§ Task instructions
Copy the entries exactly. Their pictures do not belong in the copy.

§ Provided records
*-*-*
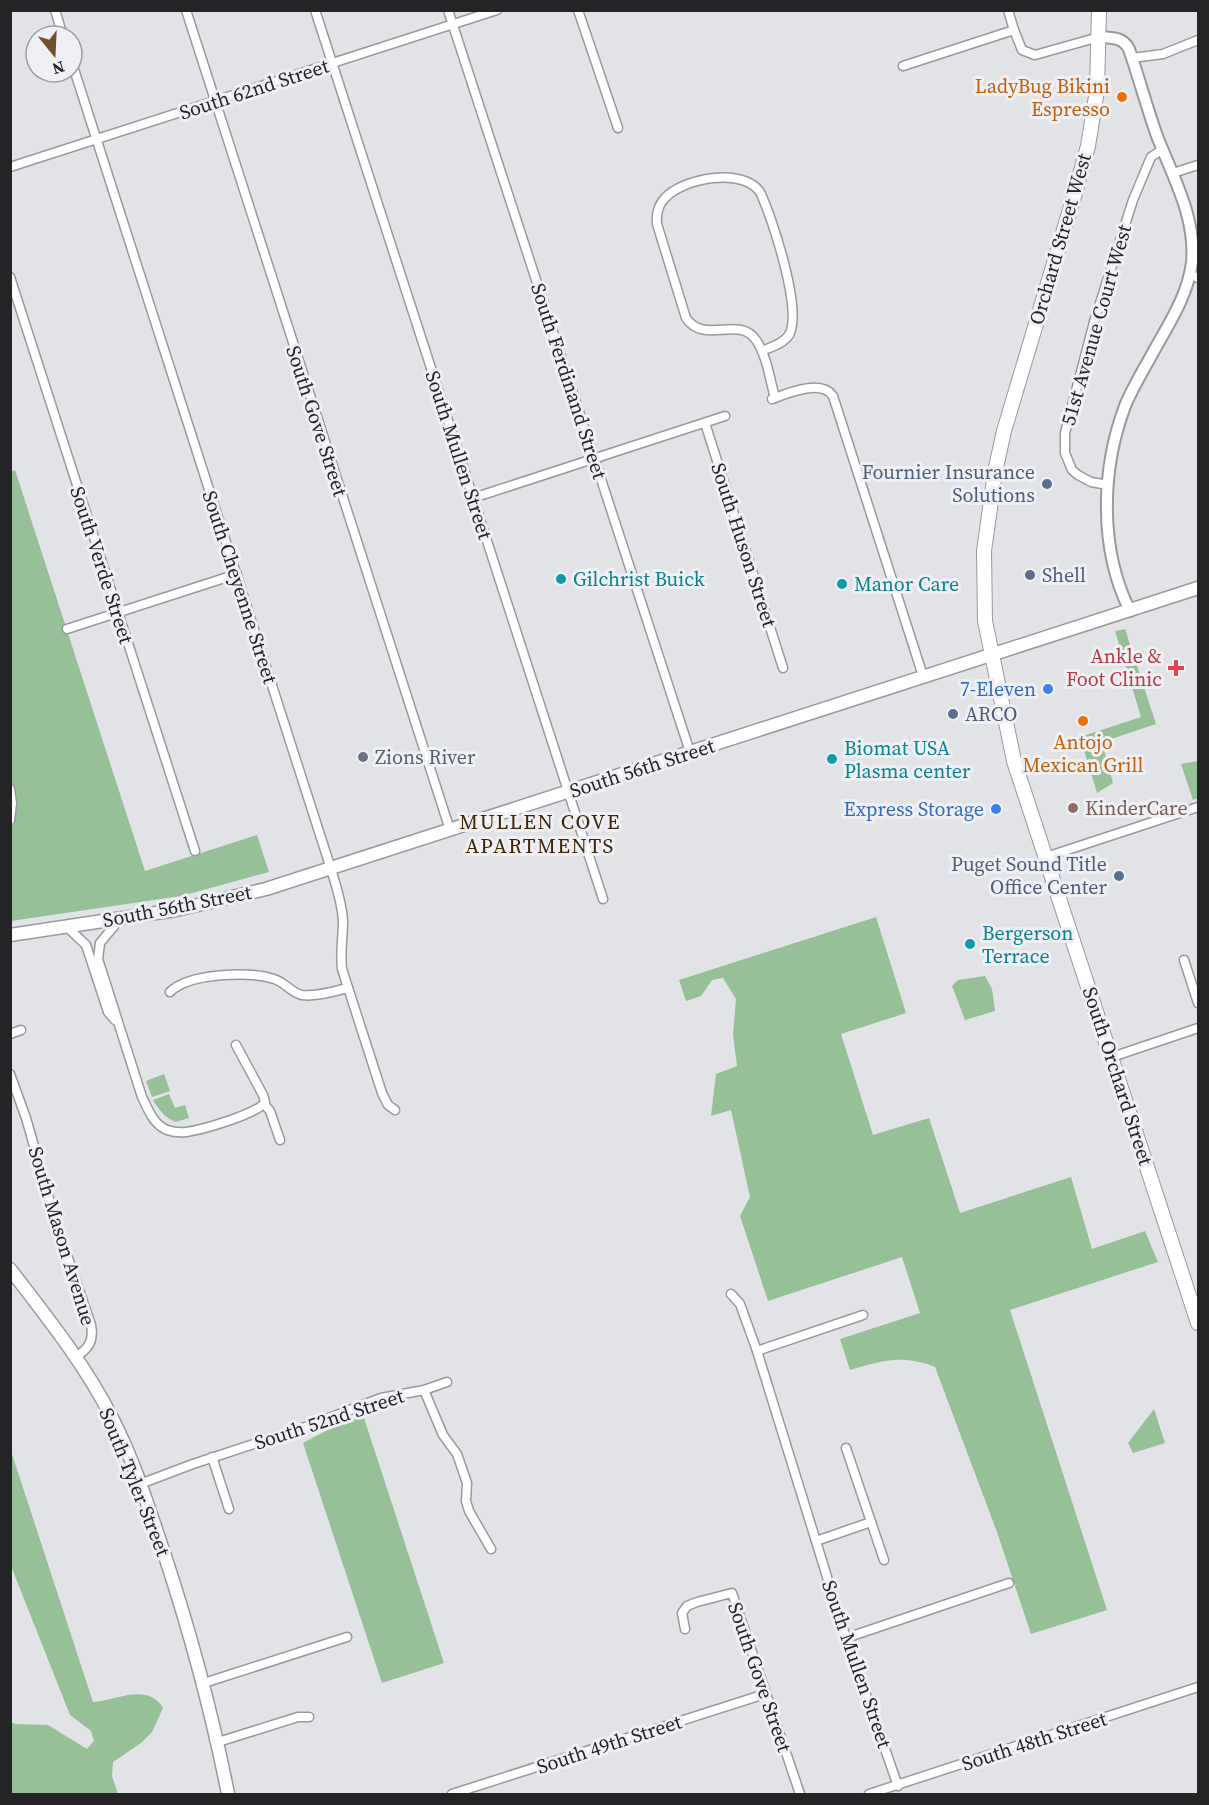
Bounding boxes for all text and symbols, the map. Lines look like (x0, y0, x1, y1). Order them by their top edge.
north arrow (24, 24, 84, 84)
street label: South 62nd Street (176, 51, 333, 126)
text: N (49, 56, 68, 81)
place label: LadyBug Bikini Espresso (975, 72, 1110, 123)
marker: LadyBug Bikini Espresso (1115, 90, 1129, 104)
street label: Orchard Street West (1022, 149, 1098, 328)
street label: 51st Avenue Court West (1054, 221, 1138, 429)
street label: South Ferdinand Street (524, 279, 614, 483)
street label: South Gove Street (279, 342, 355, 500)
street label: South Mullen Street (419, 367, 500, 543)
place label: Fournier Insurance Solutions (862, 458, 1035, 509)
street label: South Huson Street (704, 459, 784, 631)
marker: Fournier Insurance Solutions (1040, 477, 1054, 491)
street label: South Verde Street (63, 483, 141, 648)
street label: South Cheyenne Street (196, 487, 285, 688)
place label: Shell (1042, 561, 1086, 589)
place label: Gilchrist Buick (573, 565, 705, 593)
marker: Shell (1023, 568, 1037, 582)
place label: Manor Care (854, 570, 959, 598)
marker: Gilchrist Buick (554, 572, 568, 586)
marker: Manor Care (835, 577, 849, 591)
place label: Ankle & Foot Clinic (1066, 642, 1162, 693)
marker: Ankle & Foot Clinic (1167, 659, 1185, 677)
place label: 7-Eleven (960, 675, 1036, 703)
marker: 7-Eleven (1041, 682, 1055, 696)
place label: ARCO (965, 700, 1017, 728)
marker: ARCO (946, 707, 960, 721)
marker: Antojo Mexican Grill (1076, 714, 1090, 728)
place label: Antojo Mexican Grill (1023, 728, 1143, 779)
street label: South 56th Street (566, 731, 718, 805)
place label: Biomat USA Plasma center (844, 734, 971, 785)
place label: Zions River (375, 743, 476, 771)
marker: Zions River (356, 750, 370, 764)
marker: Biomat USA Plasma center (825, 752, 839, 766)
place label: KinderCare (1085, 794, 1188, 822)
place label: Express Storage (844, 795, 984, 823)
marker: KinderCare (1066, 801, 1080, 815)
marker: Express Storage (989, 802, 1003, 816)
district label: MULLEN COVE APARTMENTS (459, 807, 621, 860)
place label: Puget Sound Title Office Center (951, 850, 1108, 901)
marker: Puget Sound Title Office Center (1112, 869, 1126, 883)
street label: South 56th Street (100, 878, 254, 934)
place label: Bergerson Terrace (982, 919, 1073, 970)
marker: Bergerson Terrace (963, 937, 977, 951)
street label: South Orchard Street (1076, 983, 1160, 1169)
street label: South Mason Avenue (21, 1143, 103, 1329)
street label: South 52nd Street (251, 1381, 408, 1456)
street label: South Tyler Street (93, 1404, 178, 1561)
street label: South Mullen Street (815, 1576, 899, 1752)
street label: South Gove Street (721, 1598, 799, 1756)
street label: South 48th Street (958, 1704, 1110, 1778)
street label: South 49th Street (533, 1707, 685, 1781)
*-*-*
§ Solution to this exercise
Bounding boxes for all text and symbols, the map. Lines look like (x0, y0, x1, y1). Order them by their top edge.
north arrow (24, 24, 84, 84)
street label: South 62nd Street (176, 51, 333, 126)
text: N (49, 56, 68, 81)
place label: LadyBug Bikini Espresso (975, 72, 1110, 123)
marker: LadyBug Bikini Espresso (1115, 90, 1129, 104)
street label: Orchard Street West (1022, 149, 1098, 328)
street label: 51st Avenue Court West (1054, 221, 1138, 429)
street label: South Ferdinand Street (524, 279, 614, 483)
street label: South Gove Street (279, 342, 355, 500)
street label: South Mullen Street (419, 367, 500, 543)
place label: Fournier Insurance Solutions (862, 458, 1035, 509)
street label: South Huson Street (704, 459, 784, 631)
marker: Fournier Insurance Solutions (1040, 477, 1054, 491)
street label: South Verde Street (63, 483, 141, 648)
street label: South Cheyenne Street (196, 487, 285, 688)
place label: Shell (1042, 561, 1086, 589)
place label: Gilchrist Buick (573, 565, 705, 593)
marker: Shell (1023, 568, 1037, 582)
place label: Manor Care (854, 570, 959, 598)
marker: Gilchrist Buick (554, 572, 568, 586)
marker: Manor Care (835, 577, 849, 591)
place label: Ankle & Foot Clinic (1066, 642, 1162, 693)
marker: Ankle & Foot Clinic (1167, 659, 1185, 677)
place label: 7-Eleven (960, 675, 1036, 703)
marker: 7-Eleven (1041, 682, 1055, 696)
place label: ARCO (965, 700, 1017, 728)
marker: ARCO (946, 707, 960, 721)
marker: Antojo Mexican Grill (1076, 714, 1090, 728)
place label: Antojo Mexican Grill (1023, 728, 1143, 779)
street label: South 56th Street (566, 731, 718, 805)
place label: Biomat USA Plasma center (844, 734, 971, 785)
place label: Zions River (375, 743, 476, 771)
marker: Zions River (356, 750, 370, 764)
marker: Biomat USA Plasma center (825, 752, 839, 766)
place label: KinderCare (1085, 794, 1188, 822)
place label: Express Storage (844, 795, 984, 823)
marker: KinderCare (1066, 801, 1080, 815)
marker: Express Storage (989, 802, 1003, 816)
district label: MULLEN COVE APARTMENTS (459, 807, 621, 860)
place label: Puget Sound Title Office Center (951, 850, 1108, 901)
marker: Puget Sound Title Office Center (1112, 869, 1126, 883)
street label: South 56th Street (100, 878, 254, 934)
place label: Bergerson Terrace (982, 919, 1073, 970)
marker: Bergerson Terrace (963, 937, 977, 951)
street label: South Orchard Street (1076, 983, 1160, 1169)
street label: South Mason Avenue (21, 1143, 103, 1329)
street label: South 52nd Street (251, 1381, 408, 1456)
street label: South Tyler Street (93, 1404, 178, 1561)
street label: South Mullen Street (815, 1576, 899, 1752)
street label: South Gove Street (721, 1598, 799, 1756)
street label: South 48th Street (958, 1704, 1110, 1778)
street label: South 49th Street (533, 1707, 685, 1781)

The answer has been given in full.